Testing cadence and measurement

Implement a disciplined testing cadence: rotate 1–2 variables at a time, run 2–3 variants per template, and keep a 7–14 day window per cycle; track primary outcomes like click-through rate and conversion rate, plus engagement signals such as time on page. Use a versus baseline approach to quantify gains; publish weekly reports that compare by site type and audience audi. Leverage concise dashboards that summarize results by product type, signal, and template, and highlight combinations that show the strongest interest from users. If a test yields a clear winner, scale that variation across more sites and types; if not, prune and reframe with a new signal. Advancements in learning signals enable moving faster than before, while keeping quality control intact, and you can maintain momentum without draining creative teams.

Emerging formats and platforms: where to invest and how to measure impact

Invest in CTV/OTT and short-form video across social ecosystems, plus augmented reality (AR) shopping formats to create genuine emotional connections and higher completion rates. Build a base of cross-device signals to support remarketing everywhere, then anchor decisions in analytics and trusted sources, specifically with consented data. Stay mindful of regulatory constraints while translating data into actionable targeting for audiences.

  • Format bets that pay off: Connected TV/OTT video delivers high completion, vertical-friendly creative boosts relevance, and AR shopping experiences drive engagement. Track completion, view-through and incremental lift by audience segment, keeping the experience seamless across screens.
  • Platform and asset strategy: allocate budget where users consume in the moment–YouTube Shorts and TikTok for discovery, Instagram Reels for shopping, and connected TV apps for deeper immersion. Use adaptable creative that can be personalized by targeting and audiences, then measure cross-platform impact with harmonized event definitions.
  • Measurement and governance: implement a single analytics layer aligned with regulatory constraints, gathering data from first-party sources and trusted partners. Use timely dashboards to surface performance by targeting, remarketing lists, and conversions, and report last and multi-touch contributions to show true impact.
  • Execution cadence: launch a compact test slate in 4–6 weeks, then scale to multiple vertical markets. Create a rotating set of assets to maintain freshness, and use game-like interactive formats to boost engagement. Ensure completion events align with business KPIs such as signups or purchases, and attribute them to campaigns across platforms.

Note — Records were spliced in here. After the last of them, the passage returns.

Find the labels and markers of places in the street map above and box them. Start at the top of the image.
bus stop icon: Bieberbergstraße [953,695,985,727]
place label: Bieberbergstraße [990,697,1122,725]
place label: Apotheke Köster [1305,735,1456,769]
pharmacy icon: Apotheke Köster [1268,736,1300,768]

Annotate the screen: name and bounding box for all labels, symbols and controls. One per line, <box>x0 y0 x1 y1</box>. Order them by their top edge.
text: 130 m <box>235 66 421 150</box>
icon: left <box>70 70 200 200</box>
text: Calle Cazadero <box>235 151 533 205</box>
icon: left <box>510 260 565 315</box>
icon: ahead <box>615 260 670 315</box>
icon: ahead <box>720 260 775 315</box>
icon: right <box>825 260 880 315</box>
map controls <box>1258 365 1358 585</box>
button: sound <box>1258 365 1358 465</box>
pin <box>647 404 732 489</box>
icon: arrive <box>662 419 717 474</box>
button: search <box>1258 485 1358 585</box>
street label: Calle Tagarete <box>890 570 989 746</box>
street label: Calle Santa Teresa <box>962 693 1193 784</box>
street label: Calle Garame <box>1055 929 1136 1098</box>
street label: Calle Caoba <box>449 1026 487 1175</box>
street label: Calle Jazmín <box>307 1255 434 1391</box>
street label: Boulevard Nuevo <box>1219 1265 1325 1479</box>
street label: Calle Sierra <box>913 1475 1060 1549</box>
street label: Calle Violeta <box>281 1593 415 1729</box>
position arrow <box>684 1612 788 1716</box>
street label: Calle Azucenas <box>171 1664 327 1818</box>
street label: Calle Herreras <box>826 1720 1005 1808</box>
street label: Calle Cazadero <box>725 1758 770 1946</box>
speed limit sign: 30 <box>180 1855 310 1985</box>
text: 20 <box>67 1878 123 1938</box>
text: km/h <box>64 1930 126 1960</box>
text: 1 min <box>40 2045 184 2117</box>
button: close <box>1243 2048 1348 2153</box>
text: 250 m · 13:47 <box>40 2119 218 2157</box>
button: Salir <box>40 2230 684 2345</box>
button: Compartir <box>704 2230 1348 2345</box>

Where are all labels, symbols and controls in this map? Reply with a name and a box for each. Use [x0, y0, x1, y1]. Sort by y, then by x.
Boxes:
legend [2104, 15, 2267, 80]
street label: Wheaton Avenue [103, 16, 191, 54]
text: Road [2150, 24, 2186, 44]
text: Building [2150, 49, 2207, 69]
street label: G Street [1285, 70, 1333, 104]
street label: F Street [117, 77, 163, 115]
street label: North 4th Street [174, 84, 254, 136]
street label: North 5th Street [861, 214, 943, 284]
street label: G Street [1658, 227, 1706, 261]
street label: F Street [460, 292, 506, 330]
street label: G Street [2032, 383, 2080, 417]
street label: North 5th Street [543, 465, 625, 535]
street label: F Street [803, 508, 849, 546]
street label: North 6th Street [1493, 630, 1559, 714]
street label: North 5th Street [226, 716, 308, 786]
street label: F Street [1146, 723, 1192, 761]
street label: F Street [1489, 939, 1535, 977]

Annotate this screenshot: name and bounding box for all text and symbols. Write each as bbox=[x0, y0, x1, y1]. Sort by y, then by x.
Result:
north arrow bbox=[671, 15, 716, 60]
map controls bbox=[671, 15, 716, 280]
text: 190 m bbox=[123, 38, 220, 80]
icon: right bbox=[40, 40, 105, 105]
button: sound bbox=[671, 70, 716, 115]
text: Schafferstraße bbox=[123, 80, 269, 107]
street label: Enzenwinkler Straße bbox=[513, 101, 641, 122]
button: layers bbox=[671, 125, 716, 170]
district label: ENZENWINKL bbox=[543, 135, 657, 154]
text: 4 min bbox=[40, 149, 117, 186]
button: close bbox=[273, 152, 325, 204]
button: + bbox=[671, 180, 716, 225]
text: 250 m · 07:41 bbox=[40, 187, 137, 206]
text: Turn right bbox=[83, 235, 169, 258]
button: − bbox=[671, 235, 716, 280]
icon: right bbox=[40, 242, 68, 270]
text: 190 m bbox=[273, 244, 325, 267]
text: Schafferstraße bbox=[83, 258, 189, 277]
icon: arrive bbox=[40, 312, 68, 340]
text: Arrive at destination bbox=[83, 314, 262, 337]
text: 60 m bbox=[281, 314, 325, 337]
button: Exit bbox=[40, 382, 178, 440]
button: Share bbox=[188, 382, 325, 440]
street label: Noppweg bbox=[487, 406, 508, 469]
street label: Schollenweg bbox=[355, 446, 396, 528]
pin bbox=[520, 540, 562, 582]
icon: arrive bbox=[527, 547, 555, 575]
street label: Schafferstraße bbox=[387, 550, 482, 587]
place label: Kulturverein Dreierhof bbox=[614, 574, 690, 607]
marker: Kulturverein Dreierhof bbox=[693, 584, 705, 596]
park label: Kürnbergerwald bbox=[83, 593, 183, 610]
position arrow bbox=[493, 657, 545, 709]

10-year advertising scenarios: budgets, ecosystems, and talent needs

Recommendation: invest in first-party data strategies and artificial intelligence-powered attribution now to set robust budgets for the next 10 years.

Budgets will align with population shifts and consumers’ interactions across screens. Build flexible baselines tied to first-party assets, and run concise tests on pages to learn what resonates with popular audiences on smartphone devices while controlling cost.

Ecosystems will connect paid, owned, and earned touchpoints into a cohesive workflow, enabling faster learning from every interaction. Leverage clean, privacy-conscious environments and identity resolution across devices to support cross-device targeting and macro trends that move towards unified messaging.

Talent needs shift toward data-savvy strategists and flexible creators who can translate insights into concise assets. Add artificial intelligence specialists to automate routine tasks, scale content production, and reduce cost per asset while maintaining quality.

Whats working becomes clear when you track whats resonating across pages and assets, feeding year-by-year planning and prioritization.

Targeted campaigns rely on first-party signals and privacy-conscious cohorts, with metrics like cost per action and reach guiding year-to-year adjustments for budgets and teams. Build governance around assets, data, and talent to stay adaptable and improved results as markets and consumer behavior shift.

To scale for a decade, set up modular production and automation that accelerates topic coverage on pages and assets, and align every initiative with the needs of customers and the environment in which they operate.